On 11/27/2012 05:42 AM, Stefan Hajnoczi wrote:
On Mon, Nov 26, 2012 at 6:19 PM, Mike Lovell <m...@dev-zero.net> wrote:
i think it does still make sense to implement it in QEMU. there isn't a
problem with multiple processes using the same multicast address. the
net_socket_mcast_create function in socket.c already sets the
IP_MULTICAST_LOOP option which makes it so packets get looped back and also
delivered to processes on the same host. that is why there is a check in
qdes_receive to see if the sender is the localAddr and drop it if it is. the
big advantage i see to implementing VXLAN inside QEMU is that it can be done
without any escalated privileges and without reconfiguring the hosts network
configuration.
The part I'm wondering about with VXLAN multicast is whether all QEMU
processes on the host need to receive on the same well-known UDP port.

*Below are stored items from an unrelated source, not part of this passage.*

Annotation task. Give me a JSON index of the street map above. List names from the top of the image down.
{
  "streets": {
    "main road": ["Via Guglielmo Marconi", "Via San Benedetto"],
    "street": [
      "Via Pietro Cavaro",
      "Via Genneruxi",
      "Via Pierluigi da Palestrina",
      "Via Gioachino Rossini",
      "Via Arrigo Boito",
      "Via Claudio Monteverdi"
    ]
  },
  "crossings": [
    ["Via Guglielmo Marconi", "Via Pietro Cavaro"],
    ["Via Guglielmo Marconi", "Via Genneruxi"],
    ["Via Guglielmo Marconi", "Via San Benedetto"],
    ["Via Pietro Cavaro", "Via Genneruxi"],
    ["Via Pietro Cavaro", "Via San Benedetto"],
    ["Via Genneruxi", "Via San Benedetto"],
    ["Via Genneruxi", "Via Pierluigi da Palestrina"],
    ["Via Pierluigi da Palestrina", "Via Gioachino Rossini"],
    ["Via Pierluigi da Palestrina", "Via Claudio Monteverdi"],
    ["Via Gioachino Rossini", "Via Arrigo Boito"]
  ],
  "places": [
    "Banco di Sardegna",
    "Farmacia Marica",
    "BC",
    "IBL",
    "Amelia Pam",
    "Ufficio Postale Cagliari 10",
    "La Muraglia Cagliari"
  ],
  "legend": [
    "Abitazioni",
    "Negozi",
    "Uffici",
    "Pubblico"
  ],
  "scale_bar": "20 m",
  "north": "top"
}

Not sure if that's possible with the sockets API.
Stefan
ah. yes. all qemu processes using the same well-known UDP port would
receive all multicast packets. the individual processes would then be
responsible for checking to make sure the received packets are for the
same VNI (VXLAN Network Identifier) that the individual process is
configured to use. this would result in some additional processing for
every process. it should just be a single int comparison on every packet
and an increase of packets for broadcast and multicast packets for all
VNIs on the port.
also, the code currently allows for using user defined ports and
different udp ports could be used for each network. i don't know if
other implementations would allow for specifying a different port though.